Der Fahrer schwieg respektvoll. Erst als sie in der Hajarden-Straße angekommen waren, erlaubte er sich die Bemerkung: »Kerle wie Sie sind die Stütze der Nation!«

Für die Fahrt nahm er keinen Pfennig, hingegen half er seinem Fahrgast aus dem Wagen und geleitete ihn bis zum Haustor, das er fürsorglich öffnete.

Damit begann das Gips-Festival des Ing. Glick.

Wenn er in einen Laden humpelte, wurde er sofort bedient, die Kellner im Restaurant lasen ihm seine Wünsche von den Augen ab, die Angestellten öffentlicher Dienste umsorgten ihn mit der Hilfsbereitschaft einer Privatkrankenschwester. Jedermann hatte das Bedürfnis, den Dank der Nation oder wenigstens einen kleinen Teil davon an ihn abzustatten, jedermann empfand es als persönliche Beleidigung, wenn er für etwas Gekauftes oder Geleistetes zahlen wollte.

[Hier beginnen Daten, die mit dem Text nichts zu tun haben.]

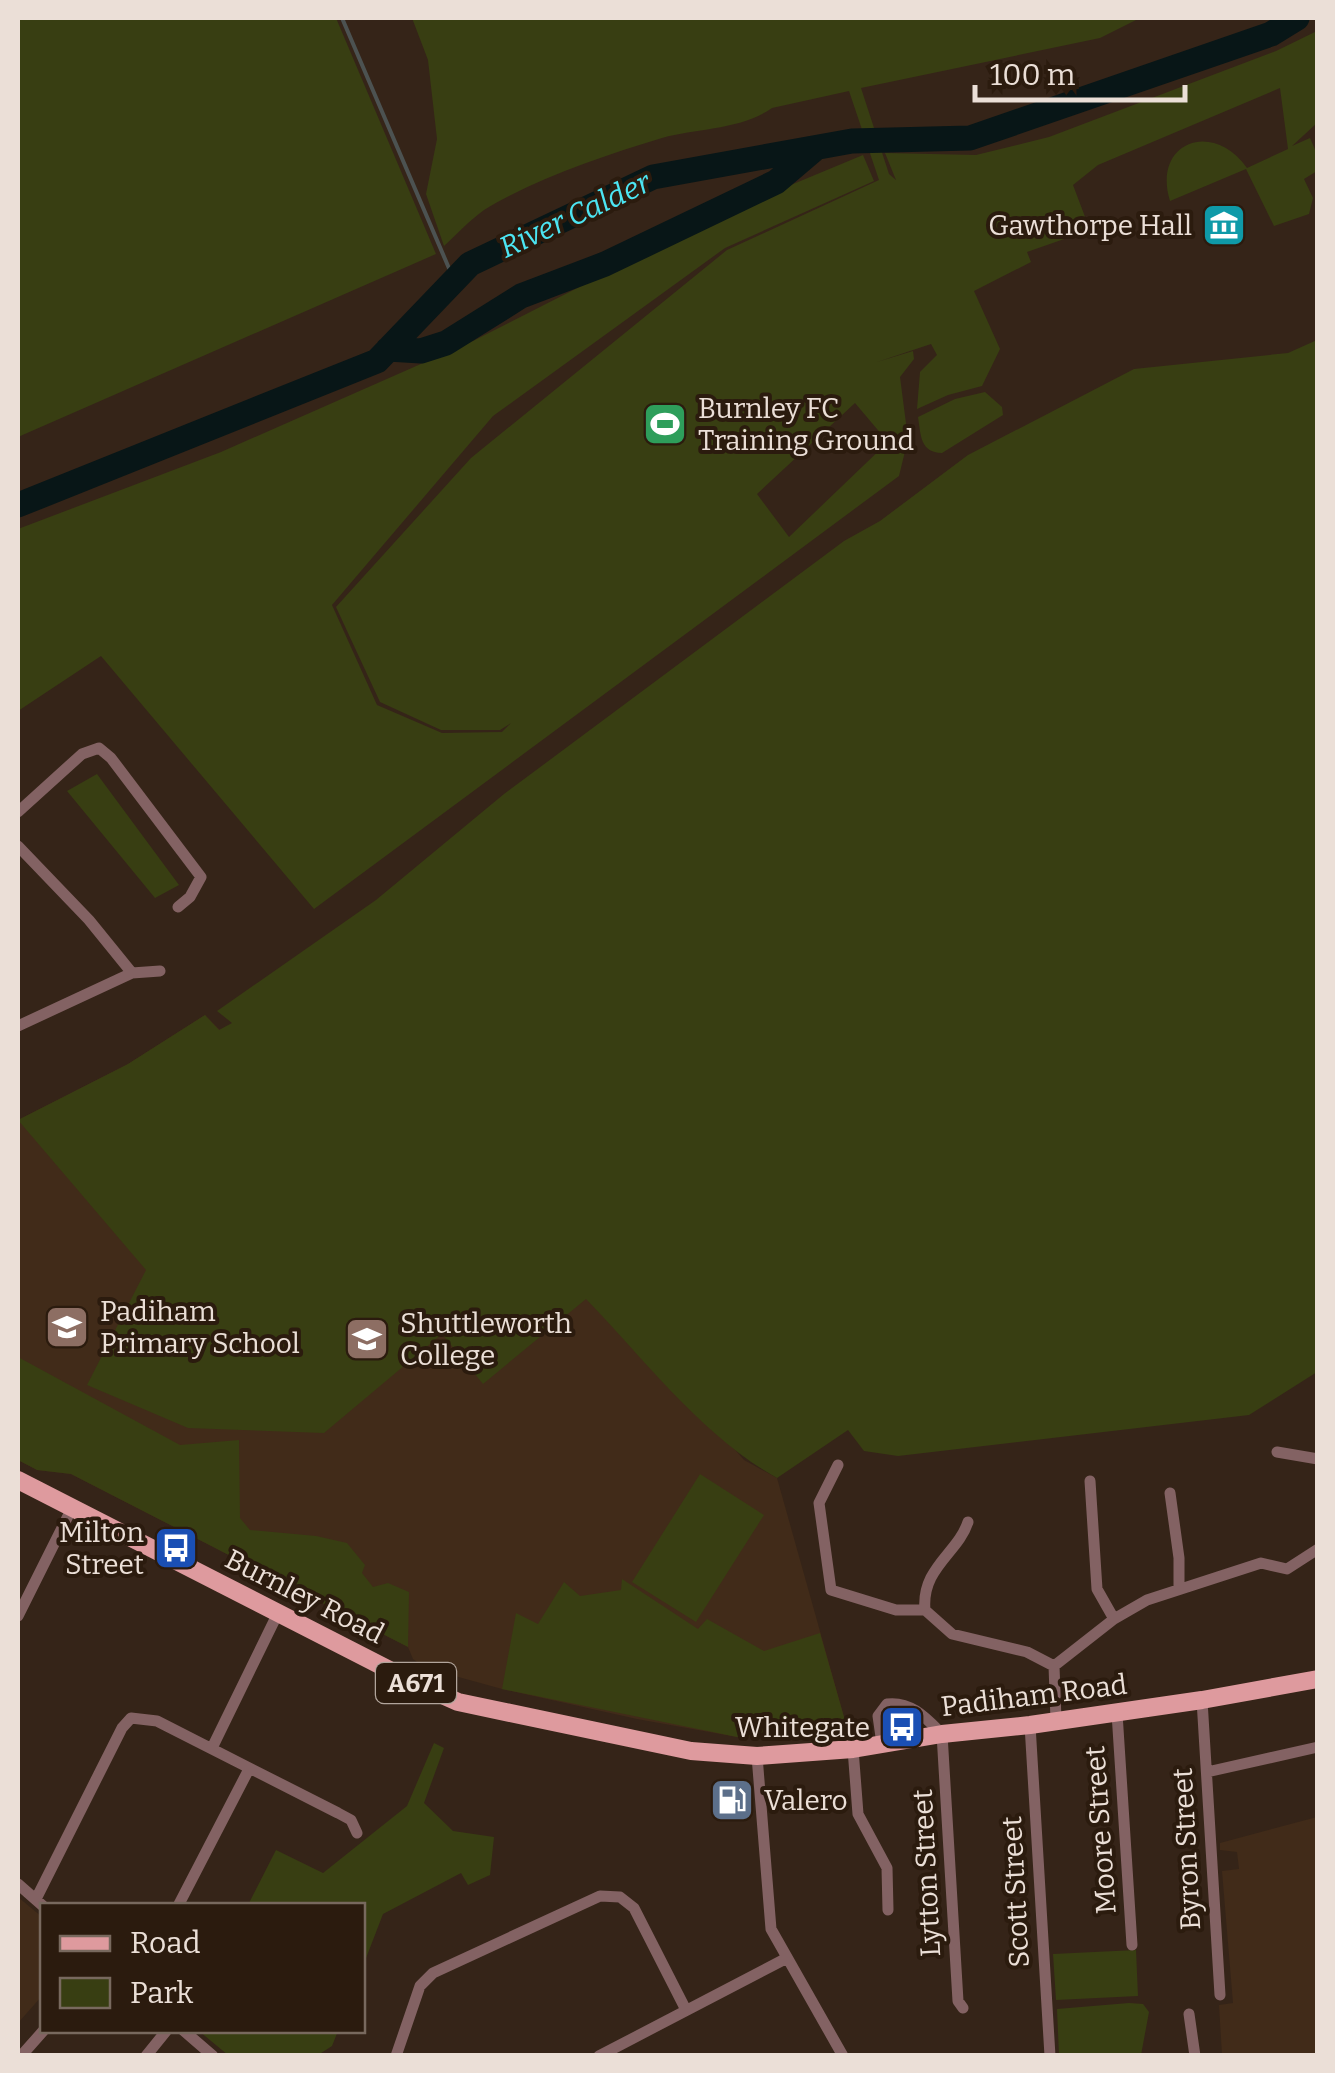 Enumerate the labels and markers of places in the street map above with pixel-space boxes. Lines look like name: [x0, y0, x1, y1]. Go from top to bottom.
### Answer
museum icon: Gawthorpe Hall: [1201, 202, 1247, 248]
place label: Gawthorpe Hall: [988, 209, 1192, 242]
place label: Burnley FC Training Ground: [698, 392, 914, 457]
sports icon: Burnley FC Training Ground: [642, 401, 688, 447]
place label: Padiham Primary School: [100, 1295, 300, 1360]
school or university icon: Padiham Primary School: [44, 1304, 90, 1350]
place label: Shuttleworth College: [400, 1307, 572, 1372]
school or university icon: Shuttleworth College: [344, 1316, 390, 1362]
place label: Milton Street: [59, 1516, 144, 1581]
bus stop icon: Milton Street: [153, 1525, 199, 1571]
bus stop icon: Whitegate: [879, 1704, 925, 1750]
place label: Whitegate: [735, 1711, 870, 1744]
fuel station icon: Valero: [709, 1777, 755, 1823]
place label: Valero: [764, 1784, 848, 1817]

Nach einiger Zeit hatte sich Ing. Glick an diesen Zustand gewöhnt. Schwierigkeiten entstanden nur noch dann, wenn die Rede darauf kam, wo er sich seine Verletzung zugezogen hatte. Glick, ein ehrenwerter Charakter und der Lüge abhold, reagierte auf allzu detaillierte Fragen nach der syrischen oder ägyptischen Herkunft seiner Wunde in der Regel mit einem müden Lächeln, das ungefähr besagen wollte: »Es gibt Dinge, die ein Mann lieber vergißt.« Manchmal verstand er sich auch zu verbalen Abwehrversuchen wie: »Ach, lassen Sie doch« oder: »Wozu darüber reden«.

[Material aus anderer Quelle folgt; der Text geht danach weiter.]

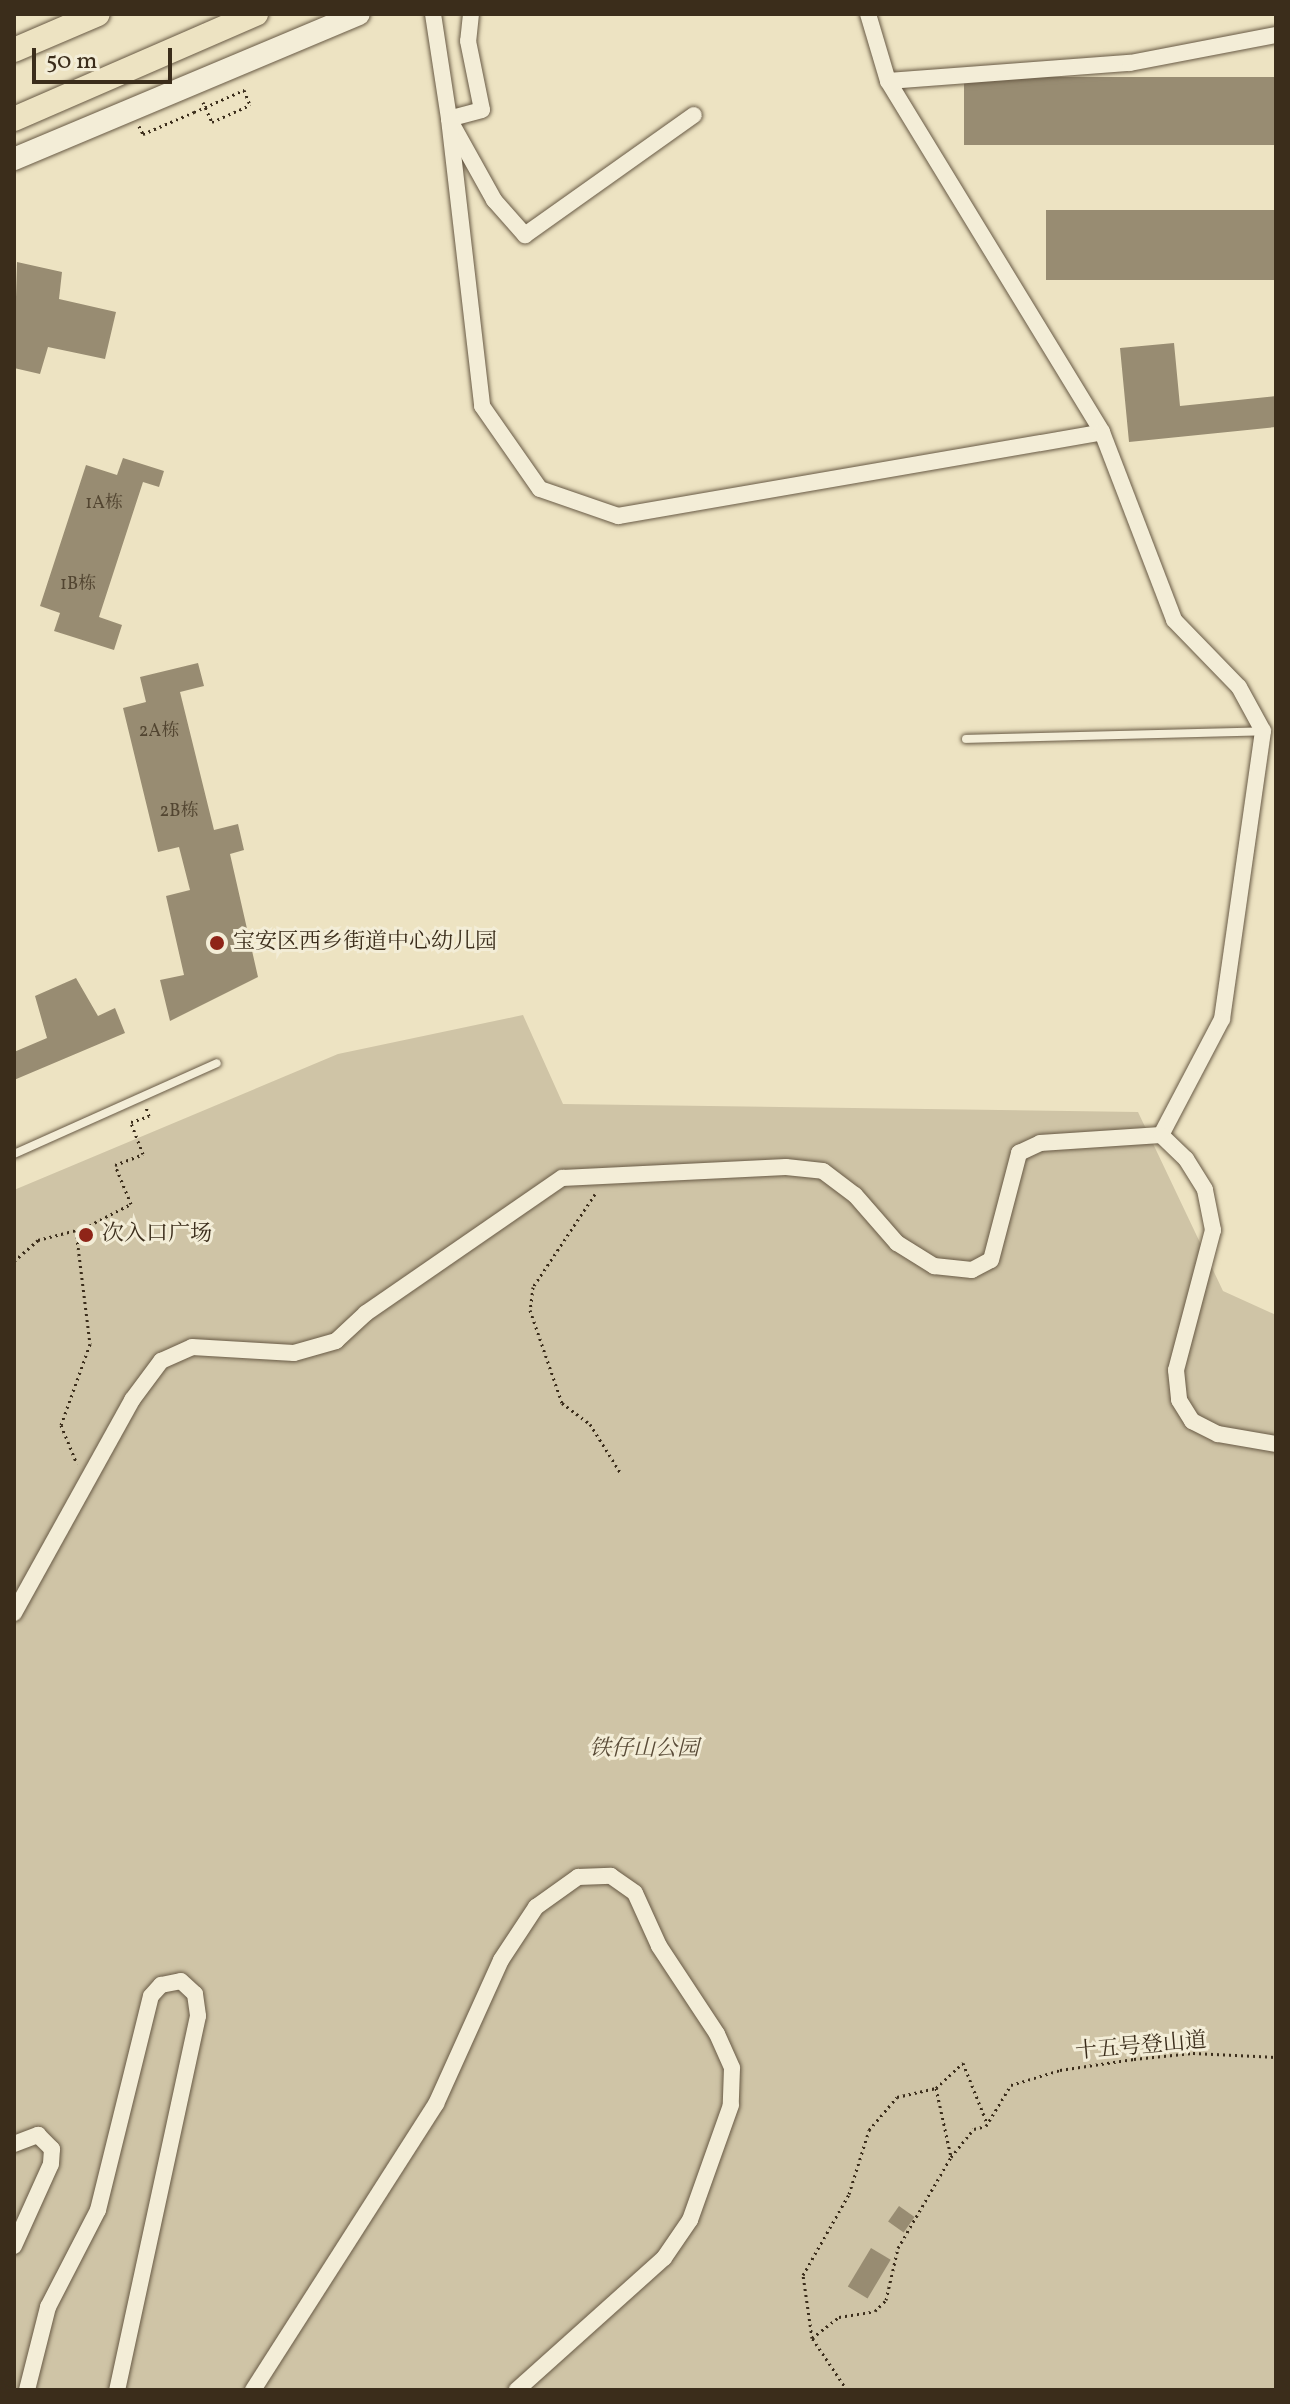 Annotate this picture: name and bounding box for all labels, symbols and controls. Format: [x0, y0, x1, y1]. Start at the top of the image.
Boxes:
scale bar [36, 32, 176, 82]
text: 50 m [46, 45, 98, 79]
house number: 1A栋 [85, 493, 123, 515]
house number: 1B栋 [60, 574, 96, 596]
house number: 2A栋 [139, 721, 179, 743]
house number: 2B栋 [160, 801, 198, 823]
place label: 宝安区西乡街道中心幼儿园 [233, 930, 497, 956]
marker: 宝安区西乡街道中心幼儿园 [208, 934, 226, 952]
place label: 次入口广场 [102, 1222, 212, 1248]
marker: 次入口广场 [77, 1226, 95, 1244]
park label: 铁仔山公园 [589, 1737, 699, 1763]
street label: 十五号登山道 [1074, 2028, 1208, 2066]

Ende November tauschte er die Krücken gegen einen Stock aus, aber der weiße Gipsverband leuchtete in alter Pracht vom Knöchel aufwärts und verschaffte ihm beim Philharmonischen Konzert einen selbst für ihn überraschenden Empfang. Glick war erst knapp vor Beginn eingetroffen und humpelte den Mittelgang entlang, als das Publikum plötzlich wie ein Mann aufstand und ihm eine donnernde Ovation bereitete. Errötend ließ er diesen Ausbruch nationaler Begeisterung über sich ergehen und dankte mit einem Winken seiner freien Hand. Nach Schluß des Konzerts fand er sich von Autobesitzern umringt, die um die Ehre stritten, ihn nach Hause bringen zu dürfen. Nachdem der Gewinner ihn im Wagen verstaut hatte, streckte Glick sein Gipsbein aus und entdeckte auf dem Verband eine Aufschrift, die sein Sitznachbar in der Dunkelheit hingekritzelt haben mußte:

»Das Volk steht tief in Ihrer Schuld. Wir danken Ihnen.« Allmählich begann die Erinnerung an den Hergang der Dinge in Glicks Gedächtnis zu verschwimmen. Als ein populärer Schlagersänger, der ihn in einer Hotelhalle sitzen sah, sich vor ihm aufpflanzte und gratis drei Lieder zum besten gab, konnte Glick nur mit Mühe ein Schluchzen unterdrücken und murmelte vor sich hin:

»Es war die Mühe wert... und ich täte es wieder...«

Auch für die Anschaffung von Eiern, die in jener Zeit zu den schwer erhältlichen Konsumgütern gehörten, sorgte der Gipsverband, indem er einen anonymen Spender auf den Plan rief. Jeden Montag läutete eine freundliche alte Dame an Ing. Glicks Türe, übergab ihm einen Korb voll frischer Eier und flüsterte unter Tränen:

»Gott segne Sie, junger Mann!«

Dann wandte sie sich ab und entzog sich mit raschen Schritten seinem Dank. Nur einmal blieb sie etwas länger stehen, nahm all ihren Mut zusammen und fragte:

»Wo wurden Sie verwundet, mein lieber Junge?«

Und Ing. Glick antwortete:

»Am Kanal.«

Damit war sowohl der Wahrheit wie den patriotischen Bedürfnissen der Spenderin Genüge getan.

Ing. Glick erwägt, auch nach der endgültigen Heilung seines Knöchels den Gipsverband noch ein paar Monate lang zu tragen. Am liebsten behielte er ihn für alle Ewigkeit. Oder gar bis zum Abschluß eines Friedensvertrags.